= EXERCISE DESCRIPTION =
Return all the lines below exactly as written. Drop every picture.

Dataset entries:
Segment Open
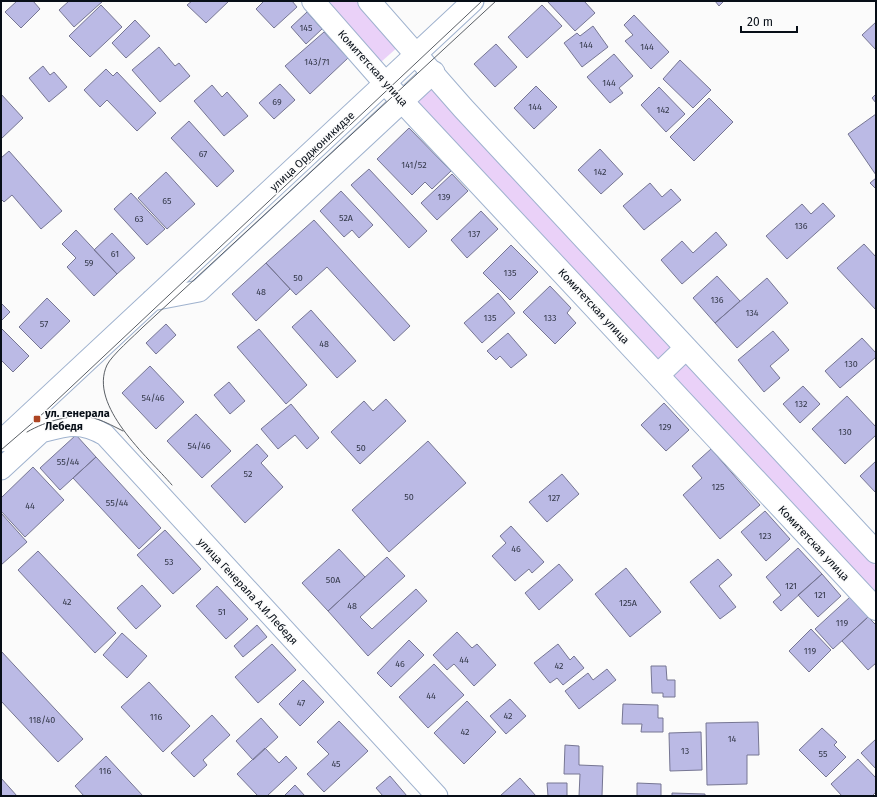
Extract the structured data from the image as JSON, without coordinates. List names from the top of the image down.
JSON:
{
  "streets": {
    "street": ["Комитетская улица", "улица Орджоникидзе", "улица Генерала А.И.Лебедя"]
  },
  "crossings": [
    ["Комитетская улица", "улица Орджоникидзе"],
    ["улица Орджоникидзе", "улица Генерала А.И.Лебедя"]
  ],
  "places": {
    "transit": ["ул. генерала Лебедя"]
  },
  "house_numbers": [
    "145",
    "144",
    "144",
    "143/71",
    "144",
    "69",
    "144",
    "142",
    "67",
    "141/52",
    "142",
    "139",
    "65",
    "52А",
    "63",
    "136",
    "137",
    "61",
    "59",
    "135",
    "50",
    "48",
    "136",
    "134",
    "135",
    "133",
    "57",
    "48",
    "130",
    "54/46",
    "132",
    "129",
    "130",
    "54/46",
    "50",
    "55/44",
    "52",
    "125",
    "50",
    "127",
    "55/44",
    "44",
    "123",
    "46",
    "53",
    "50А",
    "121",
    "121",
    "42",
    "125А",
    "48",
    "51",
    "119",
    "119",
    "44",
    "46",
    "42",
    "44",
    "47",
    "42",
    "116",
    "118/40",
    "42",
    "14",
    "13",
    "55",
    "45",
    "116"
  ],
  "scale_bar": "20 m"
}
Segment Closed
= WRITTEN REPLY =
Extract the structured data from the image as JSON, without coordinates. List names from the top of the image down.
JSON:
{
  "streets": {
    "street": ["Комитетская улица", "улица Орджоникидзе", "улица Генерала А.И.Лебедя"]
  },
  "crossings": [
    ["Комитетская улица", "улица Орджоникидзе"],
    ["улица Орджоникидзе", "улица Генерала А.И.Лебедя"]
  ],
  "places": {
    "transit": ["ул. генерала Лебедя"]
  },
  "house_numbers": [
    "145",
    "144",
    "144",
    "143/71",
    "144",
    "69",
    "144",
    "142",
    "67",
    "141/52",
    "142",
    "139",
    "65",
    "52А",
    "63",
    "136",
    "137",
    "61",
    "59",
    "135",
    "50",
    "48",
    "136",
    "134",
    "135",
    "133",
    "57",
    "48",
    "130",
    "54/46",
    "132",
    "129",
    "130",
    "54/46",
    "50",
    "55/44",
    "52",
    "125",
    "50",
    "127",
    "55/44",
    "44",
    "123",
    "46",
    "53",
    "50А",
    "121",
    "121",
    "42",
    "125А",
    "48",
    "51",
    "119",
    "119",
    "44",
    "46",
    "42",
    "44",
    "47",
    "42",
    "116",
    "118/40",
    "42",
    "14",
    "13",
    "55",
    "45",
    "116"
  ],
  "scale_bar": "20 m"
}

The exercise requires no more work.